The next day after this testimony, Greenwire reported
“two 345 kilovolt lines in New York failed, one on June 24 and the other on June 28. The outages took the capacity of the four-line system that imports power from upstate New York to the high-demand centers around New York City and Long Island from 3,400 megawatts to 2,000 megawatts.”
On Friday, July 14, the New York Post reported that “Con Ed Vows No Power Cut to the People,” and that there would be no customer bill impact due to the transmission line outage.
Wholesale electricity spot market prices for New York City July 17 at 4 PM, set on July 16, “more than doubled to $295.85 today, from $113.31 on July 10,” according to Crains. According to a Con Edison exhibit in its last rate case, Con Edison is relying less on long term contracts and buys much of the energy for its customers in the NYISO spot markets.
On Sunday, July 16 Con Edison – the day before the outage – notified the PSC that it was opening its emergency command center. According to testimony of the PSC Chairman, at p. 10, such notification to the PSC occurs when there are “significant power outages, injuries, shocks, accidents, and unusual events.”
On Monday, July 17, a 27 KV feeder in Queens failed at 3:50 P.M., and subsequently other feeders failed, resulting in outages. The chronology of the feeder failures is set out in Con Edison’s report to the Mayor. According to the report, all the feeders were operating within rated capacities at the time of failure. This report identifies the time certain feeders and equipment failed but does not indicate the root cause or causes of the failures.
A History of Misoperation?
A 2003 PSC decision in Case 01-M-1263 indicates that when a Queens power plant unexpectedly shut down in 2002, there were allegations that Con Edison “misoperated” its system, and that it should have been able to weather the disturbance in the high voltage system without the widespread customer outages that occurred. The PSC did not decide the issue.
The Times reported that early in the crisis, “Con Edison did not shut down the western Queens network, even as 10 of 22 feeders failed, and other equipment kept burning out.” Richard Perez-Pena, Queens Blackout Persists, Leaving 100,000 Without Power, or Answers, New York times July 22, 2006. The Times in another story reported that “In 1999, in Washington Heights and Inwood, Con Ed, faced with failing power, shut down the entire network serving those neighborhoods, causing a blackout for 200,000 but also saving equipment from further damage and allowing for a relatively smooth return to normal power.”
In the 1977 blackout litigation, the state Court of Appeals found support in the record for a claim that Con Edison had not operated its system reasonably and had not shed load at a critical point when the system was unbalanced due to a lightning strike that put out transmission lines in Westchester.
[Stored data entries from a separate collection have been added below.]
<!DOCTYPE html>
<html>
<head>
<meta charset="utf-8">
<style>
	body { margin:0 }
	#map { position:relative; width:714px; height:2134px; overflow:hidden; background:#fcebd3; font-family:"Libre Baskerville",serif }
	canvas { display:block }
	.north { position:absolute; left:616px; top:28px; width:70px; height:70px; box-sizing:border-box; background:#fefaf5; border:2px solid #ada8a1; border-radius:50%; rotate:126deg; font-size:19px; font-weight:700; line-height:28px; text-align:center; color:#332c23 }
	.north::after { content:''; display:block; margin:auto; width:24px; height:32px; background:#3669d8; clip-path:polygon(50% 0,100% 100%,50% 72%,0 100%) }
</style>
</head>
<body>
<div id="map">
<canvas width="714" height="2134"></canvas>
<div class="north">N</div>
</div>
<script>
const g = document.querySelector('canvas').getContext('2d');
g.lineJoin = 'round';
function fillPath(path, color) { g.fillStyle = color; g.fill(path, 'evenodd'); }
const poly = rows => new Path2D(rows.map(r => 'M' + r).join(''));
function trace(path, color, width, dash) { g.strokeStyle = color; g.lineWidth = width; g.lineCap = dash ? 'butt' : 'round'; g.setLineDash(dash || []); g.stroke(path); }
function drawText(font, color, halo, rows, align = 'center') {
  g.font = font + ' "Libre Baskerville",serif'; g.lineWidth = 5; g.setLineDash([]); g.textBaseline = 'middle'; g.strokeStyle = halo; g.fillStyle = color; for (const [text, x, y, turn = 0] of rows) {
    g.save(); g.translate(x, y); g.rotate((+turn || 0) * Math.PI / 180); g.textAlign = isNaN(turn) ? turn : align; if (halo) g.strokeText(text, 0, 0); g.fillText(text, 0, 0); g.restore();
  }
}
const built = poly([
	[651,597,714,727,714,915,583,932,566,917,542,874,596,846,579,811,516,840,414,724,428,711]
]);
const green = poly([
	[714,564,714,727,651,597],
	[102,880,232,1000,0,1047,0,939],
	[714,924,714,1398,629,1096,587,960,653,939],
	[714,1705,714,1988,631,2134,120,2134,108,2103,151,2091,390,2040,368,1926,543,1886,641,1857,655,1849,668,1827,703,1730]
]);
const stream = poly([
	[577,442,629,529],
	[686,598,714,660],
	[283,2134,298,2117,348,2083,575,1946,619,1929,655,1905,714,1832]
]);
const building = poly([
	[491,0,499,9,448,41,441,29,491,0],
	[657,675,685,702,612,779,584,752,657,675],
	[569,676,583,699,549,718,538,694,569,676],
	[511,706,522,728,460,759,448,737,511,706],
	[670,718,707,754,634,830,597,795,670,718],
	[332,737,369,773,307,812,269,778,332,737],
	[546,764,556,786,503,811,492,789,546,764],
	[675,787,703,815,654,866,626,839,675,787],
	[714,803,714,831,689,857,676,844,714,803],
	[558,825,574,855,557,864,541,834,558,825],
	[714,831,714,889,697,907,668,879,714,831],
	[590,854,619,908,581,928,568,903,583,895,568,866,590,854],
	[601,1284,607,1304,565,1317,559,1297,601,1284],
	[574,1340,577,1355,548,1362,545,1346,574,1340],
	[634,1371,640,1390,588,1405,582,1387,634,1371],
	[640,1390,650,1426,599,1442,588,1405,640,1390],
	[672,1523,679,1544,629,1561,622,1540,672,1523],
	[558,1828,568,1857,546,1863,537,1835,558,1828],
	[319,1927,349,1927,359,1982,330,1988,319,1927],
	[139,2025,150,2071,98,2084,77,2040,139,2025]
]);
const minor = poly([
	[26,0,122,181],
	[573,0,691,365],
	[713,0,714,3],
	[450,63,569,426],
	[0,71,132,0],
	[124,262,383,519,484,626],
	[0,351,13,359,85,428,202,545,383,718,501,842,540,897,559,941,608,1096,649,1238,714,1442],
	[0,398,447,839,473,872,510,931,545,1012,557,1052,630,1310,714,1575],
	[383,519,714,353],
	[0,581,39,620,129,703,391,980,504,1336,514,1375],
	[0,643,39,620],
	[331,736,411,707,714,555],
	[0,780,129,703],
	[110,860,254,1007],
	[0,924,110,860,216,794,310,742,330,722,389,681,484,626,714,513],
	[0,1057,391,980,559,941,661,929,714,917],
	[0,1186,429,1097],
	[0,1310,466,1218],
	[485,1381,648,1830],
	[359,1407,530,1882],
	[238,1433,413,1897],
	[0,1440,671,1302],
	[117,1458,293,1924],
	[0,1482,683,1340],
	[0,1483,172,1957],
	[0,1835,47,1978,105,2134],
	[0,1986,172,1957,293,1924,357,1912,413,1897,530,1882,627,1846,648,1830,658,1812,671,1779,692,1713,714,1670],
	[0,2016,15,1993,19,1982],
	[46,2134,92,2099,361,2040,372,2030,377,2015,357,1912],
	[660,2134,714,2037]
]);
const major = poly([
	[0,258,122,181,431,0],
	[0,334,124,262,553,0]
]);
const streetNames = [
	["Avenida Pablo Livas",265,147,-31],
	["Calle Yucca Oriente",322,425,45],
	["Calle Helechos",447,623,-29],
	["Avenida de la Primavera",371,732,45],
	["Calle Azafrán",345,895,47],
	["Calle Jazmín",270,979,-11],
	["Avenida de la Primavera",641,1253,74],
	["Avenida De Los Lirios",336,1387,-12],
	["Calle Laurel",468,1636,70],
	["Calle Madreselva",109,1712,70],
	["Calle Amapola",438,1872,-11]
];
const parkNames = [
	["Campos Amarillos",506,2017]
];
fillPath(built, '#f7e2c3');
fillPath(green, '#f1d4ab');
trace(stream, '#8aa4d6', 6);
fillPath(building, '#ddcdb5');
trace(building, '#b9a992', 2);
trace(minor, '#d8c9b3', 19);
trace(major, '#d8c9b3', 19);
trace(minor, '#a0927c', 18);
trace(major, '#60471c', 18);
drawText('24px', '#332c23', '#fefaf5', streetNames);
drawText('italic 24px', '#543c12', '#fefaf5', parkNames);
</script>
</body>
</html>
That decision indicates that although Con Edison had been directed by the Power Pool grid manager to shed load by blacking out areas temporarily until sufficient power was available to replace power lost due to the transmission line outages, Con Edison did not shed the load and a widespread blackout followed.
Customers can recover some losses, for example, for food spoiled due to the lack of refrigeration due to the outage, under current Con Edison tariffs, when an outage is deemed to be the utility’s responsibility.
In rare cases, Con Edison may also face potential liability to customers if gross negligence is proven. After the 1977 New York City blackout, a jury found Con Edison grossly negligent and liable for damages, and the verdict was upheld by the state’s highest court in Food Pageant v. Consolidated Edison. Also, the City of New York won damages in Koch v. Consolidated Edison. Although gross negligence requires proof of more than ordinary negligence, a lesson of these cases is that juries and courts may expect a utility to exercise a very high level of care in the operation of its system.